Please retype every entry below, keeping it exactly the same.

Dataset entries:
———

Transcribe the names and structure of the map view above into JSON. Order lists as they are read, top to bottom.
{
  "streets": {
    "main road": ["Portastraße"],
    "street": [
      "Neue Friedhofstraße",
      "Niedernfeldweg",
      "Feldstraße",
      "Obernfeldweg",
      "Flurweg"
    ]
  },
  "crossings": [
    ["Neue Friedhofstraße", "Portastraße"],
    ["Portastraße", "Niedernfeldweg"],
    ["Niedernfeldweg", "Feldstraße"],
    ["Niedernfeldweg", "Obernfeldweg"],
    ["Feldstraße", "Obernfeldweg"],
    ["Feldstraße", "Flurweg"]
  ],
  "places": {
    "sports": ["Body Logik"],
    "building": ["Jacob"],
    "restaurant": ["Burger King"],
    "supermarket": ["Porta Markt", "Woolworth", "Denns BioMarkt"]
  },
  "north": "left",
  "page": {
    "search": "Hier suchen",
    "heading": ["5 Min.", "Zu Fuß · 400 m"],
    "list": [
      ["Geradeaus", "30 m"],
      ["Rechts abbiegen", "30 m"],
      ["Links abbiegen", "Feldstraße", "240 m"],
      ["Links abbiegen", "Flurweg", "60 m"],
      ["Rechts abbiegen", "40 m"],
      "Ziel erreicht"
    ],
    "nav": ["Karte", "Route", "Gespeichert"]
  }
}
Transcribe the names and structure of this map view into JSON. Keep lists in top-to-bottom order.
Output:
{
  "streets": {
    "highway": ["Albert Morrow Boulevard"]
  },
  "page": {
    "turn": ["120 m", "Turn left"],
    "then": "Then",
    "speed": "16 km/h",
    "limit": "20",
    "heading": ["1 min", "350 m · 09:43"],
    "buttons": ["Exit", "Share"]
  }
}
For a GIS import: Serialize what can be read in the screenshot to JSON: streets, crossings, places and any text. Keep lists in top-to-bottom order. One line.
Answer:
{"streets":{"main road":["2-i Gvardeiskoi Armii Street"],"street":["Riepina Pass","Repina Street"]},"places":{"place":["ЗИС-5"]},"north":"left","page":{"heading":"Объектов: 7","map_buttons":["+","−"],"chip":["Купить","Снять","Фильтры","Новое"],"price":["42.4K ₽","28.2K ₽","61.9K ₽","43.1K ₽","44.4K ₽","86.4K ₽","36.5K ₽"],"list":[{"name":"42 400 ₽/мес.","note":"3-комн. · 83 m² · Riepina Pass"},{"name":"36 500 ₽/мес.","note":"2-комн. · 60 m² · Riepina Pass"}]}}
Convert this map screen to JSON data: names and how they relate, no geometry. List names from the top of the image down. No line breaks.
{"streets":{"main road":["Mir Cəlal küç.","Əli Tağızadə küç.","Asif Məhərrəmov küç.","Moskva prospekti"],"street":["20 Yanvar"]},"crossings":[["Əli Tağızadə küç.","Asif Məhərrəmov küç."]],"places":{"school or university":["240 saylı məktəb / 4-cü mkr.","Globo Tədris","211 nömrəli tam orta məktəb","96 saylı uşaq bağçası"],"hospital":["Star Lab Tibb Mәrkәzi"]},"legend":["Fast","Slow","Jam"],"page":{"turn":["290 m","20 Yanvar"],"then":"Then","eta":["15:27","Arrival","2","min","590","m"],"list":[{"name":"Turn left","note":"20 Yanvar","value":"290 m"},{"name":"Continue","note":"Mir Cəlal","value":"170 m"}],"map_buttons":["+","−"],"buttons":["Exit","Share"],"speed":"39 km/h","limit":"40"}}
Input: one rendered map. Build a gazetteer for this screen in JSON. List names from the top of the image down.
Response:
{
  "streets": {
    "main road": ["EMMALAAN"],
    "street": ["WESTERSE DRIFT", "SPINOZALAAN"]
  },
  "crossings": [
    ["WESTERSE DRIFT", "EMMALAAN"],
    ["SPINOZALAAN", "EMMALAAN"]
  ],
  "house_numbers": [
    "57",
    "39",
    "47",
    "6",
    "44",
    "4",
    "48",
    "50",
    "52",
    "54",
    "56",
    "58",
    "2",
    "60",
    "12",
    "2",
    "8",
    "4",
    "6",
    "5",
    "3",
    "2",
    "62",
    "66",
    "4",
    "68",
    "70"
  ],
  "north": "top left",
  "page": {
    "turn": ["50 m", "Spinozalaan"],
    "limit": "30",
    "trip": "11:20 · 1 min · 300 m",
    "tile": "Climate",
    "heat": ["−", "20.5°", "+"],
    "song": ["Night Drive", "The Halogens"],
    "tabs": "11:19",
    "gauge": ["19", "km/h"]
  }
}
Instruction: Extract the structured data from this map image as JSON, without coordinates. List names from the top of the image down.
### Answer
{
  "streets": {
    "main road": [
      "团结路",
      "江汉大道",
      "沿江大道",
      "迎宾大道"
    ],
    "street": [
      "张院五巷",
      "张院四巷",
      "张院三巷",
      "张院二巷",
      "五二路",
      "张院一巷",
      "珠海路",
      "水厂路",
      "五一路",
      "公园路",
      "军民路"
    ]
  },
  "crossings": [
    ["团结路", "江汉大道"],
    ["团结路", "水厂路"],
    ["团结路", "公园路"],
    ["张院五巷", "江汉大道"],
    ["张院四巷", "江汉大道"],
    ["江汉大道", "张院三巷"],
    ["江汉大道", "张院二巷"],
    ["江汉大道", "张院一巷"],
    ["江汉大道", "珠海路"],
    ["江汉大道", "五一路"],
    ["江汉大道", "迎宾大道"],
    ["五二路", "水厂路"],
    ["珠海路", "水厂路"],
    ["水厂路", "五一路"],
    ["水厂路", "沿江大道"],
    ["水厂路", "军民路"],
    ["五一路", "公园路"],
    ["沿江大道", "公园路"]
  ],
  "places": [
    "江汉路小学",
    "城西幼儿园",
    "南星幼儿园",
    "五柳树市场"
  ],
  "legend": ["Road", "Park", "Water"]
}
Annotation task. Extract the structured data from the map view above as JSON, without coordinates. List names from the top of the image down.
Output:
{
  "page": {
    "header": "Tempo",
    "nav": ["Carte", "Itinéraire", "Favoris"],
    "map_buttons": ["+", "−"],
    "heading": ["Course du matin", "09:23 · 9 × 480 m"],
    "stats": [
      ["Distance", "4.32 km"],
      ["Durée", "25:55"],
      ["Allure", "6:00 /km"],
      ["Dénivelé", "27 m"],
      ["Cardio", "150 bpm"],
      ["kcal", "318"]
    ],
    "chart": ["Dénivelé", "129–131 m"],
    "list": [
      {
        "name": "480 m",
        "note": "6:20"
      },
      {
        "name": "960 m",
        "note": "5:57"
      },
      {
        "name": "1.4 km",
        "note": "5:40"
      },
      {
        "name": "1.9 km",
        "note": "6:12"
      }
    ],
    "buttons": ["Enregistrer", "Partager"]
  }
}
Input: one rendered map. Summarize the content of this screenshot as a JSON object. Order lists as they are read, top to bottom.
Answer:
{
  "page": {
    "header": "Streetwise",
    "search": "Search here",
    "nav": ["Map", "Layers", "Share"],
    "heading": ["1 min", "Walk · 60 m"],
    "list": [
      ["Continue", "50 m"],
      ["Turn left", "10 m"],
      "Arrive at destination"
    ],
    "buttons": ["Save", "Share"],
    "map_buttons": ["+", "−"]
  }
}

———

Completed task =>
Transcribe the names and structure of the map view above into JSON. Order lists as they are read, top to bottom.
{
  "streets": {
    "main road": ["Portastraße"],
    "street": [
      "Neue Friedhofstraße",
      "Niedernfeldweg",
      "Feldstraße",
      "Obernfeldweg",
      "Flurweg"
    ]
  },
  "crossings": [
    ["Neue Friedhofstraße", "Portastraße"],
    ["Portastraße", "Niedernfeldweg"],
    ["Niedernfeldweg", "Feldstraße"],
    ["Niedernfeldweg", "Obernfeldweg"],
    ["Feldstraße", "Obernfeldweg"],
    ["Feldstraße", "Flurweg"]
  ],
  "places": {
    "sports": ["Body Logik"],
    "building": ["Jacob"],
    "restaurant": ["Burger King"],
    "supermarket": ["Porta Markt", "Woolworth", "Denns BioMarkt"]
  },
  "north": "left",
  "page": {
    "search": "Hier suchen",
    "heading": ["5 Min.", "Zu Fuß · 400 m"],
    "list": [
      ["Geradeaus", "30 m"],
      ["Rechts abbiegen", "30 m"],
      ["Links abbiegen", "Feldstraße", "240 m"],
      ["Links abbiegen", "Flurweg", "60 m"],
      ["Rechts abbiegen", "40 m"],
      "Ziel erreicht"
    ],
    "nav": ["Karte", "Route", "Gespeichert"]
  }
}
Transcribe the names and structure of this map view into JSON. Keep lists in top-to-bottom order.
Output:
{
  "streets": {
    "highway": ["Albert Morrow Boulevard"]
  },
  "page": {
    "turn": ["120 m", "Turn left"],
    "then": "Then",
    "speed": "16 km/h",
    "limit": "20",
    "heading": ["1 min", "350 m · 09:43"],
    "buttons": ["Exit", "Share"]
  }
}
For a GIS import: Serialize what can be read in the screenshot to JSON: streets, crossings, places and any text. Keep lists in top-to-bottom order. One line.
Answer:
{"streets":{"main road":["2-i Gvardeiskoi Armii Street"],"street":["Riepina Pass","Repina Street"]},"places":{"place":["ЗИС-5"]},"north":"left","page":{"heading":"Объектов: 7","map_buttons":["+","−"],"chip":["Купить","Снять","Фильтры","Новое"],"price":["42.4K ₽","28.2K ₽","61.9K ₽","43.1K ₽","44.4K ₽","86.4K ₽","36.5K ₽"],"list":[{"name":"42 400 ₽/мес.","note":"3-комн. · 83 m² · Riepina Pass"},{"name":"36 500 ₽/мес.","note":"2-комн. · 60 m² · Riepina Pass"}]}}
Convert this map screen to JSON data: names and how they relate, no geometry. List names from the top of the image down. No line breaks.
{"streets":{"main road":["Mir Cəlal küç.","Əli Tağızadə küç.","Asif Məhərrəmov küç.","Moskva prospekti"],"street":["20 Yanvar"]},"crossings":[["Əli Tağızadə küç.","Asif Məhərrəmov küç."]],"places":{"school or university":["240 saylı məktəb / 4-cü mkr.","Globo Tədris","211 nömrəli tam orta məktəb","96 saylı uşaq bağçası"],"hospital":["Star Lab Tibb Mәrkәzi"]},"legend":["Fast","Slow","Jam"],"page":{"turn":["290 m","20 Yanvar"],"then":"Then","eta":["15:27","Arrival","2","min","590","m"],"list":[{"name":"Turn left","note":"20 Yanvar","value":"290 m"},{"name":"Continue","note":"Mir Cəlal","value":"170 m"}],"map_buttons":["+","−"],"buttons":["Exit","Share"],"speed":"39 km/h","limit":"40"}}
Input: one rendered map. Build a gazetteer for this screen in JSON. List names from the top of the image down.
Response:
{
  "streets": {
    "main road": ["EMMALAAN"],
    "street": ["WESTERSE DRIFT", "SPINOZALAAN"]
  },
  "crossings": [
    ["WESTERSE DRIFT", "EMMALAAN"],
    ["SPINOZALAAN", "EMMALAAN"]
  ],
  "house_numbers": [
    "57",
    "39",
    "47",
    "6",
    "44",
    "4",
    "48",
    "50",
    "52",
    "54",
    "56",
    "58",
    "2",
    "60",
    "12",
    "2",
    "8",
    "4",
    "6",
    "5",
    "3",
    "2",
    "62",
    "66",
    "4",
    "68",
    "70"
  ],
  "north": "top left",
  "page": {
    "turn": ["50 m", "Spinozalaan"],
    "limit": "30",
    "trip": "11:20 · 1 min · 300 m",
    "tile": "Climate",
    "heat": ["−", "20.5°", "+"],
    "song": ["Night Drive", "The Halogens"],
    "tabs": "11:19",
    "gauge": ["19", "km/h"]
  }
}
Instruction: Extract the structured data from this map image as JSON, without coordinates. List names from the top of the image down.
### Answer
{
  "streets": {
    "main road": [
      "团结路",
      "江汉大道",
      "沿江大道",
      "迎宾大道"
    ],
    "street": [
      "张院五巷",
      "张院四巷",
      "张院三巷",
      "张院二巷",
      "五二路",
      "张院一巷",
      "珠海路",
      "水厂路",
      "五一路",
      "公园路",
      "军民路"
    ]
  },
  "crossings": [
    ["团结路", "江汉大道"],
    ["团结路", "水厂路"],
    ["团结路", "公园路"],
    ["张院五巷", "江汉大道"],
    ["张院四巷", "江汉大道"],
    ["江汉大道", "张院三巷"],
    ["江汉大道", "张院二巷"],
    ["江汉大道", "张院一巷"],
    ["江汉大道", "珠海路"],
    ["江汉大道", "五一路"],
    ["江汉大道", "迎宾大道"],
    ["五二路", "水厂路"],
    ["珠海路", "水厂路"],
    ["水厂路", "五一路"],
    ["水厂路", "沿江大道"],
    ["水厂路", "军民路"],
    ["五一路", "公园路"],
    ["沿江大道", "公园路"]
  ],
  "places": [
    "江汉路小学",
    "城西幼儿园",
    "南星幼儿园",
    "五柳树市场"
  ],
  "legend": ["Road", "Park", "Water"]
}
Annotation task. Extract the structured data from the map view above as JSON, without coordinates. List names from the top of the image down.
Output:
{
  "page": {
    "header": "Tempo",
    "nav": ["Carte", "Itinéraire", "Favoris"],
    "map_buttons": ["+", "−"],
    "heading": ["Course du matin", "09:23 · 9 × 480 m"],
    "stats": [
      ["Distance", "4.32 km"],
      ["Durée", "25:55"],
      ["Allure", "6:00 /km"],
      ["Dénivelé", "27 m"],
      ["Cardio", "150 bpm"],
      ["kcal", "318"]
    ],
    "chart": ["Dénivelé", "129–131 m"],
    "list": [
      {
        "name": "480 m",
        "note": "6:20"
      },
      {
        "name": "960 m",
        "note": "5:57"
      },
      {
        "name": "1.4 km",
        "note": "5:40"
      },
      {
        "name": "1.9 km",
        "note": "6:12"
      }
    ],
    "buttons": ["Enregistrer", "Partager"]
  }
}
Input: one rendered map. Summarize the content of this screenshot as a JSON object. Order lists as they are read, top to bottom.
Answer:
{
  "page": {
    "header": "Streetwise",
    "search": "Search here",
    "nav": ["Map", "Layers", "Share"],
    "heading": ["1 min", "Walk · 60 m"],
    "list": [
      ["Continue", "50 m"],
      ["Turn left", "10 m"],
      "Arrive at destination"
    ],
    "buttons": ["Save", "Share"],
    "map_buttons": ["+", "−"]
  }
}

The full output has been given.